- Wiedziałem, że atmosfera na tym stadionie jest gorąca, ale to, co zobaczyłem było niesamowite, przeszło wszelkie oczekiwania - mówi po swoim premierowym występie w Lechu Poznań pozyskany tej zimy Gisli Thordarson. Pierwszy Islandczyk w historii Kolejorza nigdy nie miał okazji występować przed tak liczną publiką, ale nie przeszkodziło mu to zaliczyć pozytywnie ocenianego debiutu w koszulce z kolejowym herbem na piersi.
Jak oceniłbyś swój debiut w Lechu i fakt, że od razu w pierwszym meczu mogłeś liczyć na tak duże zaufanie ze strony trenera Nielsa Frederiksena?

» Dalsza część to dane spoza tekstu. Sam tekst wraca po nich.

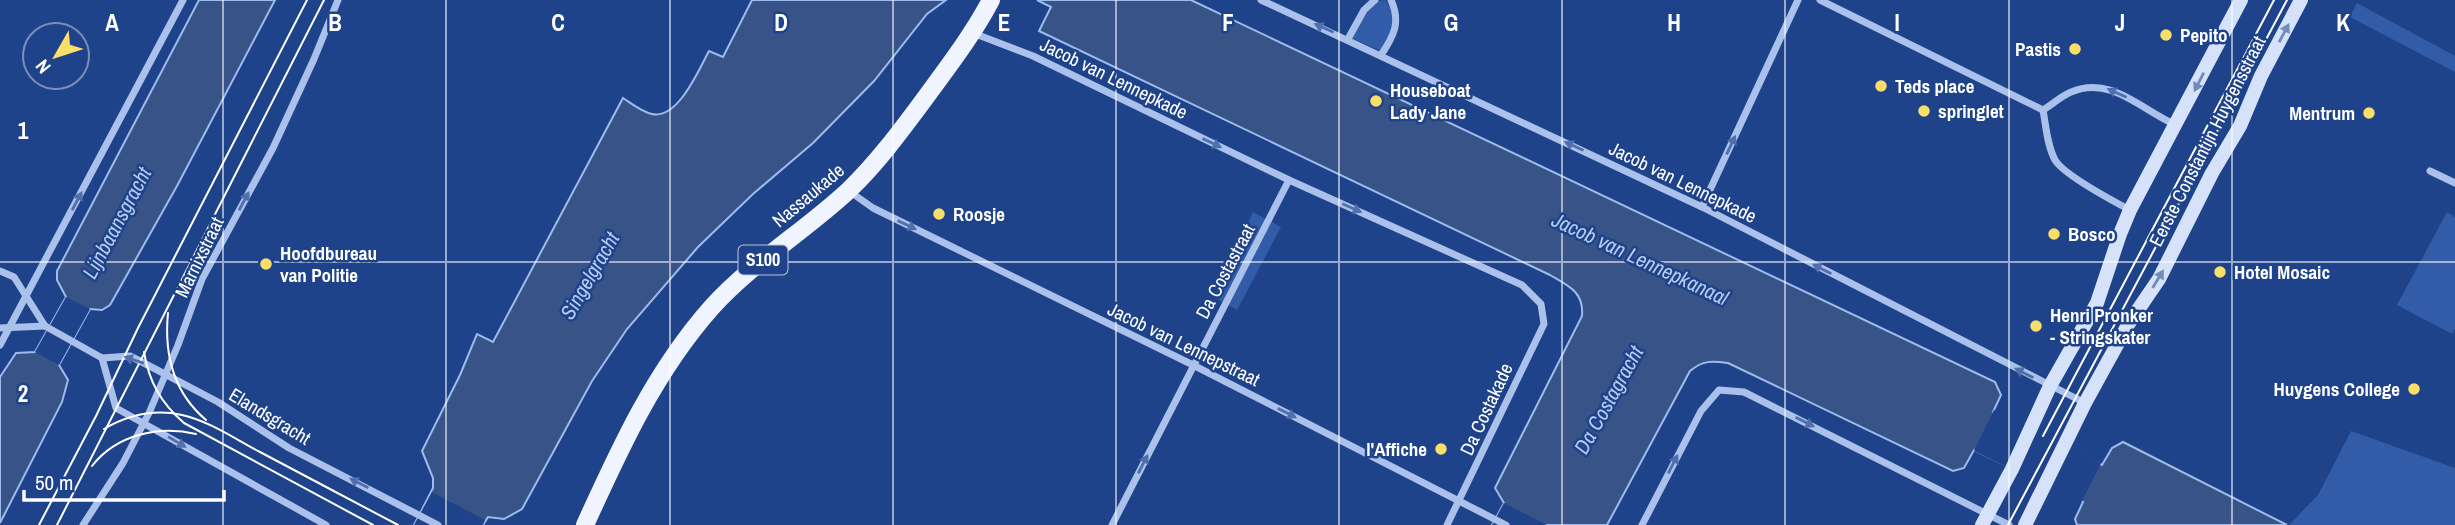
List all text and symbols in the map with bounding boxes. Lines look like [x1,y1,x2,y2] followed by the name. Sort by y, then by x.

- Przede wszystkim cieszę się z tego, że mój debiut był zwycięski dla Lecha, a ja sam czułem się na boisku bardzo pewnie. Wejście do nowej ligi zawsze wiąże się z pewnymi emocjami, bo czeka cię rywalizacja w innym środowisku, ale z racji na to, że cała drużyna spisała się dobrze, to i mi było łatwiej o adaptację. Spodziewałem się jednak tego debiutu w wyjściowym składzie od kilku dni i bardzo na niego liczyłem.

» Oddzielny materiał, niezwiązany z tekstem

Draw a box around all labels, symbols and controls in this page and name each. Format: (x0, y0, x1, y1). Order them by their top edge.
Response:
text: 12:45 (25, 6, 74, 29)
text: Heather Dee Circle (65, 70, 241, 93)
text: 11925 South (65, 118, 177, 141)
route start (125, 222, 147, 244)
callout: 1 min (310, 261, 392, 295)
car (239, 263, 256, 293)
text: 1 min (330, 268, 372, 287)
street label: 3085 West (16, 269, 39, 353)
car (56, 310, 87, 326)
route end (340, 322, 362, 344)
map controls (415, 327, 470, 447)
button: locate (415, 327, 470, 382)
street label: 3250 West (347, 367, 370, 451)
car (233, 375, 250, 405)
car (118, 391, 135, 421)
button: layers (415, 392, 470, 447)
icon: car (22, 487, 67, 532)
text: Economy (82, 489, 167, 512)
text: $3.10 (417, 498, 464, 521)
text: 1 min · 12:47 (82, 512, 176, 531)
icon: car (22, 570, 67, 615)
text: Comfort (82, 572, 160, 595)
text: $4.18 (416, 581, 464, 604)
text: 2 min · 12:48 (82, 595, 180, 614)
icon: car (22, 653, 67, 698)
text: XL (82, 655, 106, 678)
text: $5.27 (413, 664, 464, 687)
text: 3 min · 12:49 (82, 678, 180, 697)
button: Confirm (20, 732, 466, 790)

W jaki sposób przygotowywałeś się do tego spotkania pod kątem mentalnym? Pytanie też o tyle istotne, że niewiele razy w swoim życiu miałeś okazję grać przed trzydziestotysięczną publicznością.
- Zawsze podchodzę do meczów z dużą wiarą we własne umiejętności, niezależnie od tego, gdzie przychodzi mi grać, przed jak dużą publicznością czy w jakiej atmosferze. Byłem przygotowany na to, że będzie mnóstwo ludzi i ogromne wsparcie z trybun, ale to, co zobaczyłem przeszło wszelkie oczekiwania. To największa publika, przed jaką miałem szansę zagrać. Występowałem kilka razy w Europie na dużych obiektach, dość licznie wypełnionych, ale stadion Lecha to jest coś zupełnie innego. Wiedziałem, że to duży klub, którego losami żyje się w całym regionie, ale i że oczekiwania wobec niego są wysokie. To uczciwy układ, tak to moim zdaniem powinno wyglądać.

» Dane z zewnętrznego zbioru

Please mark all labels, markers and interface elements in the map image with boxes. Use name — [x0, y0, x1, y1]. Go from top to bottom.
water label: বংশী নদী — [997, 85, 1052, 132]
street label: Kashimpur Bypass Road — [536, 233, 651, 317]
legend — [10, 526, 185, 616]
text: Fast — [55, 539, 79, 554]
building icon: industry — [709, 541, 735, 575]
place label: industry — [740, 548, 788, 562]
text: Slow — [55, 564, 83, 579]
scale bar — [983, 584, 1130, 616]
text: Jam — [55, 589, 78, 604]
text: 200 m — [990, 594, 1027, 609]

Premierowy mecz okrasiłeś asystą, podając do Afonso Sousy przy jego efektownym trafieniu na 3:0. To dla ciebie taka miła wisienka na torcie tego udanego występu?
- Może i nie jest to asysta, która przyniosła mi najwięcej dumy w życiu, ale podziękowałem Afonso, że zdobył piękną bramkę i dzięki temu zaliczyłem pierwszy konkret od razu w debiucie (śmiech). Na mojej pozycji staram się zabezpieczać środek pola, wspierać kolegów z defensywy i dbać o to, byśmy nie tracili goli. Każda liczba z przodu to bonus, ale skupiam się głównie na tym, by pomagać zespołowi.
Czy polska ekstraklasa czymś cię zaskoczyła? Wielu zawodników wchodzących do niej podkreśla, że to fizyczna liga, która w tym względzie jest szczególnie wymagająca.
- Fakt, Widzew okazał się mocnym przeciwnikiem pod kątem fizycznym, ale to nie było dla mnie wielką przeszkodą. Czuję się wystarczająco silny, by rywalizować z tego typu drużynami, jestem w końcu dość duży (śmiech). Jako młody zawodnik wciąż mogę się jednak rozwijać na tym polu, nie mam co do tego żadnych wątpliwości.
W piątek za kartki zawieszony był Radosław Murawski, ale już od początku tego tygodnia ten doświadczony piłkarz będzie kolejnym, z którym przyjdzie ci rywalizować o miejsce w składzie.
- Nie ma drużyny, która walczyłaby o najwyższe cele i prezentowała wysoki poziom, a nie panowałaby w niej mocna walka o miejsce w składzie. Właściwie to nie postrzegam tego jako rywalizację, a pracę zespołową. Jeśli nie gram, to nie zapominam o tym, że najważniejszy jest zespół i muszę wspierać wszystkich zawodników. Zdaję sobie sprawę, że Muri jest najlepszym piłkarzem na tej pozycji w całej lidze. Dzięki jego dużemu doświadczeniu mogę się od niego wiele nauczyć, a z kolei dzięki jego otwartości mogę na to liczyć.
Którą jego cechę wskazałbyś jako wiodącą?
- Kiedy tylko tu trafiłem, obserwowałem nieco z boku całą drużynę i od razu rzucało się w oczy to, że jest on liderem z prawdziwego zdarzenia. Wiem, że niezależnie od osoby przeciwnika nie pozwala sobie nigdy na spadek zaangażowania, za każdym razem dostarcza drużynie odpowiednich pokładów ambicji i energii. Jako młody zawodnik muszę dążyć do tego samego, to świetny drogowskaz.